### How to complete this task
After locating the line with "margin:-1.5px; padding:0; box-sizing:content-box;" in the data that follows, return it and every later line exactly, up to and including the line with "width:14px; height:14px; translate:-50%".

◆ ◆ ◆ ◆

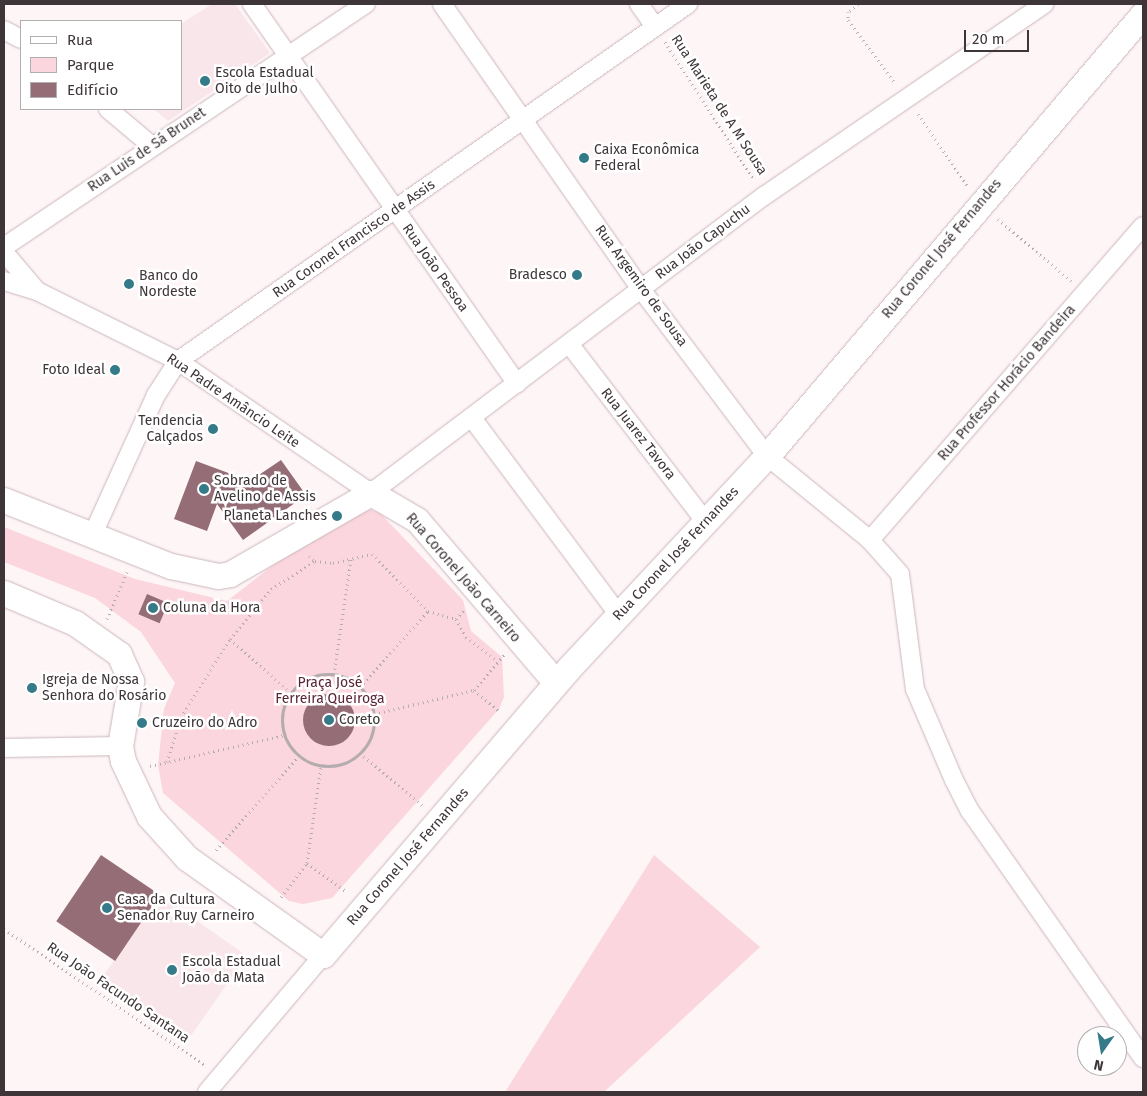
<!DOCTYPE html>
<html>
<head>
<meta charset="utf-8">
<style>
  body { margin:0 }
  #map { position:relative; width:1147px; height:1096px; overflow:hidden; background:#fef5f7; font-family:"Fira Sans",sans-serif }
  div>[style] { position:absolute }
  .built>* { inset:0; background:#f9e6ea; transform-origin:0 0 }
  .green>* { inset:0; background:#fbd6de }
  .building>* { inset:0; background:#946d76; transform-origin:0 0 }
  .round { border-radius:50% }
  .path>* { height:3px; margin-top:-1.5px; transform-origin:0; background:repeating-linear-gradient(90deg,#b4acae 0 1px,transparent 0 5px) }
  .path>.ring { margin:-1.5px; padding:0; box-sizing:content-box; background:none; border:3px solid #b4acae; border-radius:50% }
  .roads { filter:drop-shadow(0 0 1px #cbb6bb) drop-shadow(0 0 1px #cbb6bb) }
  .street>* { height:18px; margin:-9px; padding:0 9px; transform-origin:9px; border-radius:9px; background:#fff }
  .secondary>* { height:25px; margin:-12.5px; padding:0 12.5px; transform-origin:12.5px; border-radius:12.5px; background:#fff }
  .dots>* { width:14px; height:14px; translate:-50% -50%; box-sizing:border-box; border:2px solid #fff; border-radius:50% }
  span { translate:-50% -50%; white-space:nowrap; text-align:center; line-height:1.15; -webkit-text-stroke:5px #fff; paint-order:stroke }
  .poi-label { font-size:14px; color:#3d3537 }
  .left { translate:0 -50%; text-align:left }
  .right { translate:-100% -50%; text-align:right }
  .street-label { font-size:14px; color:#3d3537 }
  .park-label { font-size:14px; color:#5a2435 }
  .frame { position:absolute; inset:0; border:5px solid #3d3537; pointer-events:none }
  .legend { position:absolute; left:20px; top:20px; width:162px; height:90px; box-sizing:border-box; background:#fff; border:1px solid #b1aeaf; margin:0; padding:6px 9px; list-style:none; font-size:15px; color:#3d3537 }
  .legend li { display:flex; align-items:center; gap:10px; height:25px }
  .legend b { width:25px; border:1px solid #b1aeaf }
  .north { position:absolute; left:1077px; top:1026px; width:50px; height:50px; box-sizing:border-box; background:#fff; border:1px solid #b1aeaf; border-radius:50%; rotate:193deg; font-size:14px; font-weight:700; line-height:20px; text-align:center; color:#3d3537 }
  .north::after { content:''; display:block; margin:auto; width:18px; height:22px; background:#357a88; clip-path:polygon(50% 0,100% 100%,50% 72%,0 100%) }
  .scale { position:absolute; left:964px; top:30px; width:65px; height:22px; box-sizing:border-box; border:2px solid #3d3537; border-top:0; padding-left:6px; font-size:15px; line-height:18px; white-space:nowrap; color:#3d3537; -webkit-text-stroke:4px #fff; paint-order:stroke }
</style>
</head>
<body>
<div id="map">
  <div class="built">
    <div style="clip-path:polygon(212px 4px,235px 4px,270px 53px,168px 121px,154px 109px,181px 109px,181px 24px)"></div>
    <div style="left:160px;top:895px;width:106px;height:103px;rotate:35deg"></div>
  </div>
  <div class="green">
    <div style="clip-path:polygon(360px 506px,380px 513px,463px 600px,471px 631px,502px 657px,504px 697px,499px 709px,332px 898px,303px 904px,289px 901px,163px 793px,158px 765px,164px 709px,175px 683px,141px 632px,95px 598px,4px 562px,4px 527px,135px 579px,227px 601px,344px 510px)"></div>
    <div style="clip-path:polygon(654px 855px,760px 947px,604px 1092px,505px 1092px)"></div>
  </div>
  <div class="building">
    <div style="clip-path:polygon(281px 460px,306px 495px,243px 540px,217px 504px,207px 531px,174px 519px,196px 461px,250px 481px)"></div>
    <div style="left:147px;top:594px;width:23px;height:22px;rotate:23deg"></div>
    <div class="round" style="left:303px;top:694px;width:52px;height:52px"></div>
    <div style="left:101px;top:855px;width:71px;height:80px;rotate:34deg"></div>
  </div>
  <div class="path">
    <div style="left:858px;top:4px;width:13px;rotate:141deg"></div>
    <div style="left:848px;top:12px;width:8px;rotate:90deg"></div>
    <div style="left:848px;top:20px;width:79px;rotate:53.3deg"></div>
    <div style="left:665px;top:42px;width:164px;rotate:57.2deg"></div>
    <div style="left:918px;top:114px;width:86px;rotate:55.4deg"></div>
    <div style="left:998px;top:219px;width:96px;rotate:40.3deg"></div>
    <div style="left:309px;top:556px;width:8px;rotate:40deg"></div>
    <div style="left:315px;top:561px;width:18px;rotate:6deg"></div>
    <div style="left:333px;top:563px;width:40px;rotate:-13deg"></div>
    <div style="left:372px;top:554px;width:80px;rotate:45.5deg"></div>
    <div style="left:428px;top:611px;width:29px;rotate:16deg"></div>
    <div style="left:456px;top:619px;width:21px;rotate:61deg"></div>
    <div style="left:466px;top:637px;width:40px;rotate:37deg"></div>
    <div style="left:107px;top:619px;width:51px;rotate:-66.9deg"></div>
    <div style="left:456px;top:619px;width:12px;rotate:-48deg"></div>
    <div style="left:230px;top:639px;width:80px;rotate:41.5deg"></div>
    <div style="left:334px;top:674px;width:116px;rotate:-81.6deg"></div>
    <div class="ring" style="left:282px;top:674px;width:89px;height:89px"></div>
    <div style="left:360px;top:687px;width:102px;rotate:-48.2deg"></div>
    <div style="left:474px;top:690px;width:34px;rotate:40deg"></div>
    <div style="left:374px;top:714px;width:103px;rotate:-13.5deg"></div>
    <div style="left:474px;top:690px;width:46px;rotate:-49.4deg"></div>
    <div style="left:360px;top:753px;width:82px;rotate:40.1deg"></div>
    <div style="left:167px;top:762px;width:47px;rotate:-72.7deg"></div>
    <div style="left:181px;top:717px;width:92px;rotate:-57.9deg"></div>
    <div style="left:230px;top:639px;width:65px;rotate:-50.6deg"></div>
    <div style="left:271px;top:589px;width:52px;rotate:-32.5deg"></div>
    <div style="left:150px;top:766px;width:138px;rotate:-13deg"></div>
    <div style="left:216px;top:850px;width:125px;rotate:-48.6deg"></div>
    <div style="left:307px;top:863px;width:49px;rotate:35.9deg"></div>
    <div style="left:281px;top:897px;width:43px;rotate:-52.6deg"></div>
    <div style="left:307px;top:863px;width:98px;rotate:-81.8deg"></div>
    <div style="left:4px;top:929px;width:244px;rotate:34.1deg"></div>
  </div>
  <div class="roads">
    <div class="street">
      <div style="left:252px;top:4px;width:463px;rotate:55.1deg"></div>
      <div style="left:442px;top:4px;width:348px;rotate:55.1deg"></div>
      <div style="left:641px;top:289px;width:209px;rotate:53deg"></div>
      <div style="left:767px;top:456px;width:133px;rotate:39.2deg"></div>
      <div style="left:870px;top:540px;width:45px;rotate:48.6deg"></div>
      <div style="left:900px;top:574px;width:116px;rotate:82.6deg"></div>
      <div style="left:915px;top:689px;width:99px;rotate:66.8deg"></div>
      <div style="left:954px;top:780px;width:35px;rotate:63deg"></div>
      <div style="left:970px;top:811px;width:302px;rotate:55deg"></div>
      <div style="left:639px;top:4px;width:28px;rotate:55deg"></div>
      <div style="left:4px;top:30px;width:19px;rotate:28deg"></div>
      <div style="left:108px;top:109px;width:57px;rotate:40.1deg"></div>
      <div style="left:4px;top:247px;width:436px;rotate:-33.9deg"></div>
      <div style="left:4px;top:252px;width:51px;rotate:49.8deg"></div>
      <div style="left:4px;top:281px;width:34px;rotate:17deg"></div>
      <div style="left:37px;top:291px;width:157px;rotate:26.4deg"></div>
      <div style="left:178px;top:361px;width:234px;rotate:34.4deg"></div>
      <div style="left:371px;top:493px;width:493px;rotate:-37.1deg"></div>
      <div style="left:764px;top:196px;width:340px;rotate:-34.4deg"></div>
      <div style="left:570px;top:345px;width:223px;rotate:52.5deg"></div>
      <div style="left:472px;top:418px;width:246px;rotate:53.3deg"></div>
      <div style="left:92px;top:536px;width:155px;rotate:-65.6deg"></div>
      <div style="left:156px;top:395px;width:40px;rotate:-57.1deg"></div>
      <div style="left:178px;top:361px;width:623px;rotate:-34.99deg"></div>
      <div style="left:870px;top:540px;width:416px;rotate:-49deg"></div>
      <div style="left:4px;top:748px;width:116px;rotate:-1deg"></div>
      <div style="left:207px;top:1092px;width:180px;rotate:-49.7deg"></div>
    </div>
    <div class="secondary">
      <div style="left:4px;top:500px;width:180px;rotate:21.6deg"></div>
      <div style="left:171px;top:566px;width:48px;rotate:12deg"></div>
      <div style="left:218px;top:576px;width:12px;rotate:-9deg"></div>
      <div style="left:230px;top:574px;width:163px;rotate:-29.9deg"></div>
      <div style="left:371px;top:493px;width:53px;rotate:30.4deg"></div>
      <div style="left:417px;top:520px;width:214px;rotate:49.5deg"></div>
      <div style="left:4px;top:593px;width:77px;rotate:22.9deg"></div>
      <div style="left:75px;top:623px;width:54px;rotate:35.2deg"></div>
      <div style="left:119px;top:654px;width:30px;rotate:66deg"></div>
      <div style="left:131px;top:681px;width:66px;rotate:99.6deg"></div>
      <div style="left:120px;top:746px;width:15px;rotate:79deg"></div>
      <div style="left:123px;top:761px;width:61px;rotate:64.7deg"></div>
      <div style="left:149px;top:816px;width:57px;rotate:47.9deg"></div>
      <div style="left:187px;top:858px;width:167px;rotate:35.5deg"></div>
      <div style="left:323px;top:955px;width:378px;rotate:-49.4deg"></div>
      <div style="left:569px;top:668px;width:290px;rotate:-47deg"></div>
      <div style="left:767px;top:456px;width:580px;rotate:-49.61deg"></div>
    </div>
  </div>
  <div class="dots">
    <div style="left:205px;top:81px;background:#357a88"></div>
    <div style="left:584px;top:158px;background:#357a88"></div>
    <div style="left:577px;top:275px;background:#357a88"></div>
    <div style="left:129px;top:284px;background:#357a88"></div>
    <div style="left:115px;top:370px;background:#357a88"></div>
    <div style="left:213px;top:429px;background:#357a88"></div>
    <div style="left:204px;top:489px;background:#357a88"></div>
    <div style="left:337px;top:516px;background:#357a88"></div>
    <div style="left:153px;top:608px;background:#357a88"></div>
    <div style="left:32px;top:688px;background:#357a88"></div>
    <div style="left:329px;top:720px;background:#357a88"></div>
    <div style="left:142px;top:723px;background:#357a88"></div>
    <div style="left:107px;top:908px;background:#357a88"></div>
    <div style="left:172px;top:970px;background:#357a88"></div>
  </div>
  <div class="poi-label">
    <span class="left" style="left:215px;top:81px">Escola Estadual<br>Oito de Julho</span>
    <span class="left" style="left:594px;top:158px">Caixa Econômica<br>Federal</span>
    <span class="right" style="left:567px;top:275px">Bradesco</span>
    <span class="left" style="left:139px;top:284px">Banco do<br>Nordeste</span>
    <span class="right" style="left:105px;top:370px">Foto Ideal</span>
    <span class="right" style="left:203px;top:429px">Tendencia<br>Calçados</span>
    <span class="left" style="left:214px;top:489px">Sobrado de<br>Avelino de Assis</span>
    <span class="right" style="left:327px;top:516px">Planeta Lanches</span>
    <span class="left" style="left:163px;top:608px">Coluna da Hora</span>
    <span class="left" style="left:42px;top:688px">Igreja de Nossa<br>Senhora do Rosário</span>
    <span class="left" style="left:339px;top:720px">Coreto</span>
    <span class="left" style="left:152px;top:723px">Cruzeiro do Adro</span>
    <span class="left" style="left:117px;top:908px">Casa da Cultura<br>Senador Ruy Carneiro</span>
    <span class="left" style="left:182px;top:970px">Escola Estadual<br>João da Mata</span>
  </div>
  <div class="street-label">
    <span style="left:719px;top:105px;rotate:57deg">Rua Marieta de A M Sousa</span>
    <span style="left:147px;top:150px;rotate:-34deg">Rua Luis de Sá Brunet</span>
    <span style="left:354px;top:239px;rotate:-35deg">Rua Coronel Francisco de Assis</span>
    <span style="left:703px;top:242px;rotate:-37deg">Rua João Capuchu</span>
    <span style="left:942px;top:249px;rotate:-50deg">Rua Coronel José Fernandes</span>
    <span style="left:435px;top:268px;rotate:55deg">Rua João Pessoa</span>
    <span style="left:641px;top:286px;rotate:54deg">Rua Argemiro de Sousa</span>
    <span style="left:1007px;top:383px;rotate:-49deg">Rua Professor Horácio Bandeira</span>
    <span style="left:233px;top:401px;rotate:34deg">Rua Padre Amâncio Leite</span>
    <span style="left:638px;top:434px;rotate:52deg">Rua Juarez Tavora</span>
    <span style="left:676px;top:554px;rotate:-47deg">Rua Coronel José Fernandes</span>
    <span style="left:463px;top:578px;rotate:49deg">Rua Coronel João Carneiro</span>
    <span style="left:408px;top:857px;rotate:-49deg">Rua Coronel José Fernandes</span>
    <span style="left:118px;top:993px;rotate:34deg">Rua João Facundo Santana</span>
  </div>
  <div class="park-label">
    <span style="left:330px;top:691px">Praça José<br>Ferreira Queiroga</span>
  </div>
  <div class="frame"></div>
  <ul class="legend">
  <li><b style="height:6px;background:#fff"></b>Rua</li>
  <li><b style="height:14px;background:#fbd6de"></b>Parque</li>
  <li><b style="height:14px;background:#946d76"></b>Edifício</li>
  </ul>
  <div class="north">N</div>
  <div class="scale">20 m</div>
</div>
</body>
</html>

◆ ◆ ◆ ◆

### Expected answer
  .path>.ring { margin:-1.5px; padding:0; box-sizing:content-box; background:none; border:3px solid #b4acae; border-radius:50% }
  .roads { filter:drop-shadow(0 0 1px #cbb6bb) drop-shadow(0 0 1px #cbb6bb) }
  .street>* { height:18px; margin:-9px; padding:0 9px; transform-origin:9px; border-radius:9px; background:#fff }
  .secondary>* { height:25px; margin:-12.5px; padding:0 12.5px; transform-origin:12.5px; border-radius:12.5px; background:#fff }
  .dots>* { width:14px; height:14px; translate:-50% -50%; box-sizing:border-box; border:2px solid #fff; border-radius:50% }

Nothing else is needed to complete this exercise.